Warren Buffett values companies with strong brands: Should you?
Coca-Cola, American Express, Heinz, Warren Buffett is a well-known advocate of buying and holding familiar companies with strong brands. “The dynamics of capitalism guarantee that competitors will repeatedly assault any business ‘castle’ that is earning high returns,” he wrote in 2007. “Therefore a formidable barrier such as a company being the low-cost producer or possessing a powerful world-wide brand is essential for sustained success.”
The long-term returns that such “brand” businesses (typically consumer goods firms) have delivered investors have been substantial. The Walt Disney Company has risen 919 per cent since 1990, Coca-Cola by 808 per cent, and Colgate 1,724 per cent against the S&P 500’s 460 per cent. In the UK, firms like Diageo and Unilever have also done well over the long term.
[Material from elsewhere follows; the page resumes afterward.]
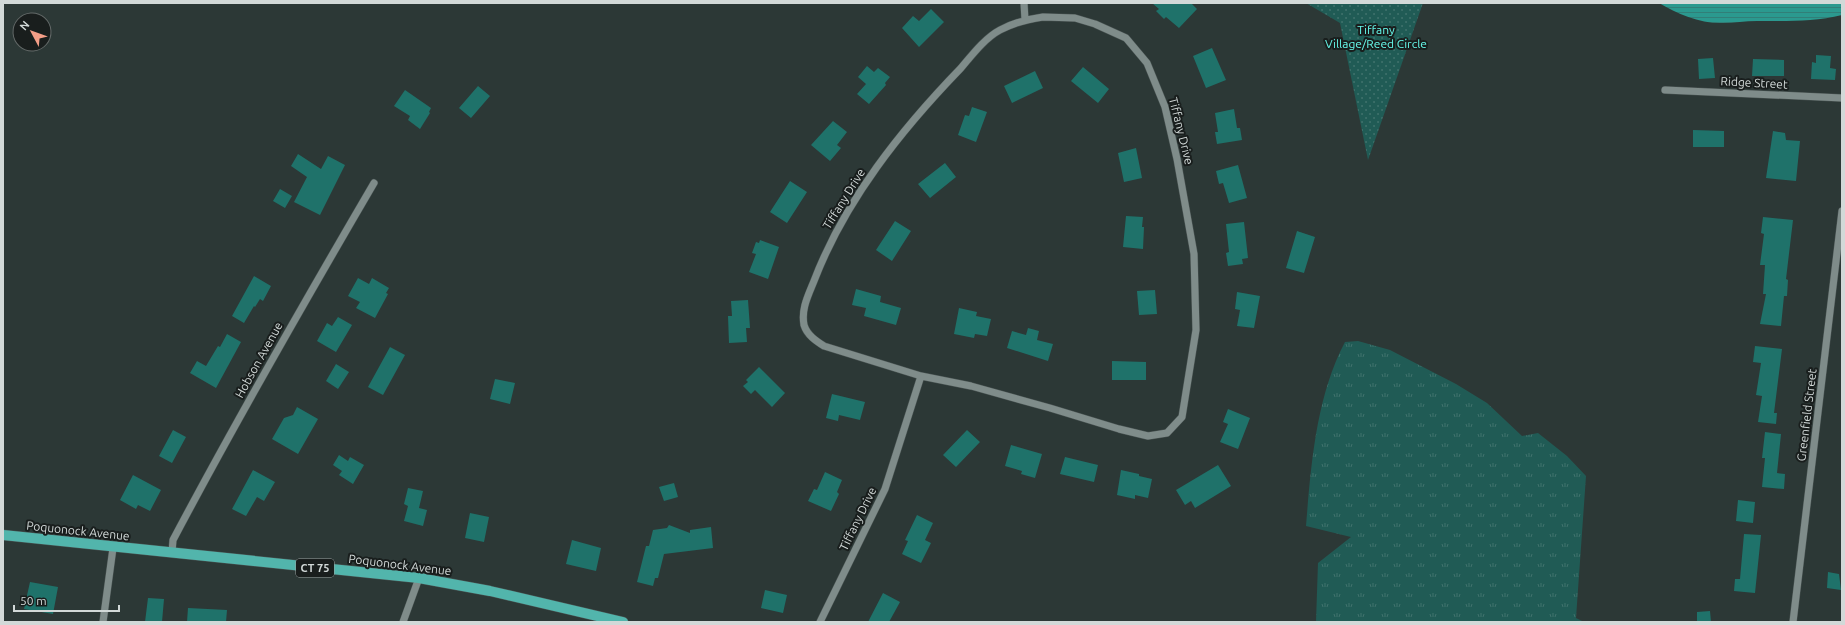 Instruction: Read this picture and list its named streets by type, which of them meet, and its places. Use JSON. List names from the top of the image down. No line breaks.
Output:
{"streets":{"main road":["Poquonock Avenue","CT 75"],"street":["Ridge Street","Tiffany Drive","Hobson Avenue","Greenfield Street"]},"crossings":[["Hobson Avenue","Poquonock Avenue"]],"parks":["Tiffany Village/Reed Circle"],"scale_bar":"50 m","north":"top left"}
Brand-name businesses aren’t immune from the forces that buffet other companies, of course. But proponents of buying and holding them argue that, because they tend to sell non-discretionary products or services, they are typically less cyclical than other investments. Well-managed brand-name companies are also likely to deliver steady earnings growth, even if nothing spectacular (although more aspirational brands with appeal in emerging markets have grown rapidly in recent years).
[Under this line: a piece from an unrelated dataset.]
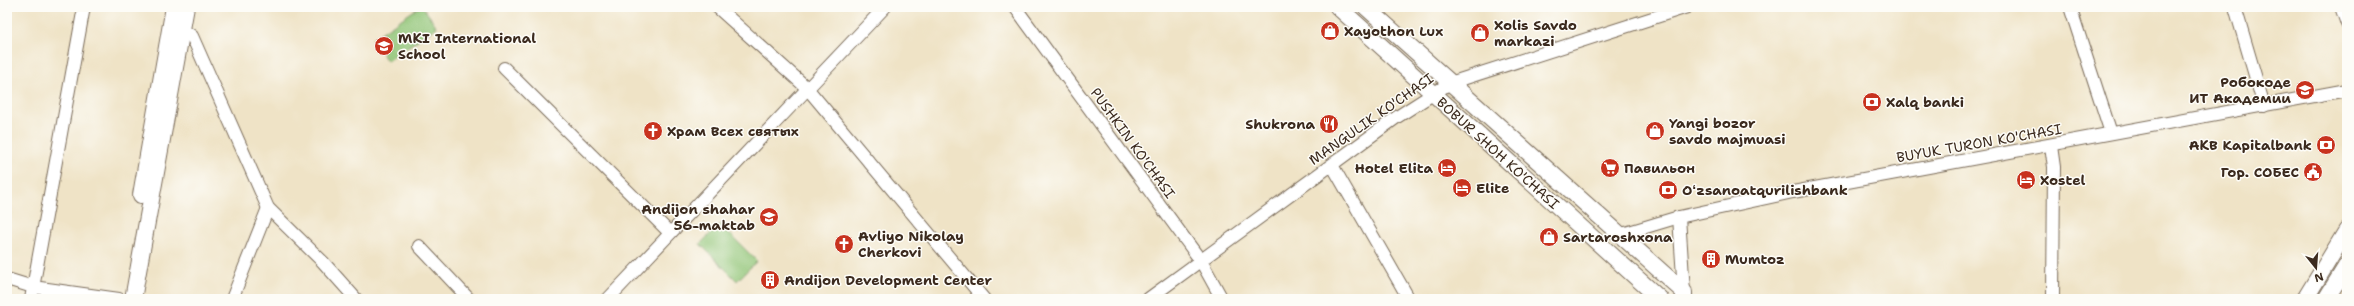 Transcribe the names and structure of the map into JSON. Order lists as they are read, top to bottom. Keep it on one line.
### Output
{"streets":{"main road":["BOBUR SHOH KO'CHASI"],"street":["MANGULIK KO'CHASI","PUSHKIN KO'CHASI","BUYUK TURON KO'CHASI"]},"crossings":[["MANGULIK KO'CHASI","PUSHKIN KO'CHASI"],["MANGULIK KO'CHASI","BOBUR SHOH KO'CHASI"],["BUYUK TURON KO'CHASI","BOBUR SHOH KO'CHASI"]],"places":{"shop":["Xayothon Lux","Xolis Savdo markazi","Yangi bozor savdo majmuasi","Sartaroshxona"],"school or university":["MKI International School","Робокоде ИТ Академии","Andijon shahar 56-maktab"],"bank":["Xalq banki","AKB Kapitalbank","Oʻzsanoatqurilishbank"],"restaurant":["Shukrona"],"church":["Храм Всех святых","Avliyo Nikolay Cherkovi"],"hotel":["Hotel Elita","Xostel","Elite"],"supermarket":["Павильон"],"public building":["Гор. СОБЕС"],"building":["Mumtoz","Andijon Development Center"]},"north":"bottom"}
“I do believe there is a very strong case for backing quality consumer brands. Brand loyalty is a powerful intangible asset that provides a very high barrier to competition and powerful counterbalance to price,” says Jason Hollands of Tilney Bestinvest. While wary of “highly commoditised businesses where margins are thin and where a company can be vulnerable to aggressive pricing strategies from new entrants”, Hollands is positive on the likes of Unilever, L’Oreal and luxury brands group Richemont.
But is it really the brand as such that is driving value for investors? Research by brand valuation consultancy Brand Finance suggests that it is.
Intangibles
Intangible assets, like brands, are clearly hard to value. Can you put a price on name recognition or customer loyalty, or attribute a value to stronger employee retention? During mergers and acquisitions, intangibles will be capitalised, but otherwise “brand value” will not be listed on a company’s balance sheet. There are, however, standards by which brand values can be estimated and valuation agencies, both independent firms and big marketing networks, use them alongside proprietary measures to come up with specific numbers.
This week, for example, Brand Finance released its Global 500 2016 report, an analysis of the world’s most valuable brands. Apple came out on top in terms of raw value: its brand estimate for 2016 was a huge $145.9bn, a rise of 14 per cent from 2015. Other top-ranking firms included Google ($94.18bn), Samsung ($83.18bn), Amazon ($69.64bn), and Microsoft ($67.26bn).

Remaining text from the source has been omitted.